Shubhendu Bandopadhyay, Bikash Roy, Ruma Guha Thakurta


When one first saw this film, it came across to begin with as a typical duel between old and new, tradition and knowledge. Until there was a turn where wisdom appeared, and courtesy, and knowledge that was hard earned with experience and sacrifices of pleasures, all wrapped up in the old tradition! It was a beginning of revelation, then. A subsequent viewing, equally by chance, but more attentive this time, brought out much more.

There was the loneliness deep in the cold lives of each character, with only one who knew who everyone was and hoped to find the bonds that existed, to make a home. This loneliness was long accepted by the old couple with open eyed courage by one, grief of the mother by her, and by the young grandson with his pride holding him up despite the smarting of rejection that in fact was non existent - the old couple simply were unaware of the bonds!

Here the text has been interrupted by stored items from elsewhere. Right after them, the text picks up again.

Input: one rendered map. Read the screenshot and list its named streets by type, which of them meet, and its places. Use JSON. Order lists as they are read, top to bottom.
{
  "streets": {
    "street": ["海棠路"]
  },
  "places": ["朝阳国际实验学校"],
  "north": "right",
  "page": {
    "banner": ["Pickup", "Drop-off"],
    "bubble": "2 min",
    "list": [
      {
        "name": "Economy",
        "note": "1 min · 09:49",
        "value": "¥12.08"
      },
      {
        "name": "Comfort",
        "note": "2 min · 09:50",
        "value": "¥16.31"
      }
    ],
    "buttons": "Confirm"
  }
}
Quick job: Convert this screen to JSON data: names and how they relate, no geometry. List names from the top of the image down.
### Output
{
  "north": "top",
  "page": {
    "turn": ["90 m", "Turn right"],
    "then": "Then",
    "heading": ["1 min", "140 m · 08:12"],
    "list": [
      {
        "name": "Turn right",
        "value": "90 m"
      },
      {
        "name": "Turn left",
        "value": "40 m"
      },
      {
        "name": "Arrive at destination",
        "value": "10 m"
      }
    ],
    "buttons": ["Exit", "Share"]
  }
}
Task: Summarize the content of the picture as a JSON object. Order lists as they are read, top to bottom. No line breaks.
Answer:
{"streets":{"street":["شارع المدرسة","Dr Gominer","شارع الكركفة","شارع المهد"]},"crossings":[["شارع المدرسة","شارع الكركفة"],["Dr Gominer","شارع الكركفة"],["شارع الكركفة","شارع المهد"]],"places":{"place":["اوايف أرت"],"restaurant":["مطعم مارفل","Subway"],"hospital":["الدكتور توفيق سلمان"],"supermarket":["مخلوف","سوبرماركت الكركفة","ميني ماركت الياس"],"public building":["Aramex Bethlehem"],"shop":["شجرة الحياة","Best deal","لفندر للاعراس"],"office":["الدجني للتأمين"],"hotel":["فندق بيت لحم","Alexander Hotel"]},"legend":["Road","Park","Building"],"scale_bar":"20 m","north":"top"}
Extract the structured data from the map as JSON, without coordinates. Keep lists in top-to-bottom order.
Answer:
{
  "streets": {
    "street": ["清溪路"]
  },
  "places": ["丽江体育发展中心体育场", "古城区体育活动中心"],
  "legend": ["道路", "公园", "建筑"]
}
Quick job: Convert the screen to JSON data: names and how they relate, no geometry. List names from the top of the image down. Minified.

And then, the climactic scene on the train station no longer seems so outrageously sentimental but is in fact all natural, and nor is it the climaxvafter all - that epithet belongs rightfully, when seen with a deeper perception, to the finale where the old man takes leave of his wife, telling her he isnt after all leaving her alone - he's brought her daughter in law, her grandson and his young new wife, to make a home with her. She never was alone, one realises, with all the depth of her husband's understanding of her.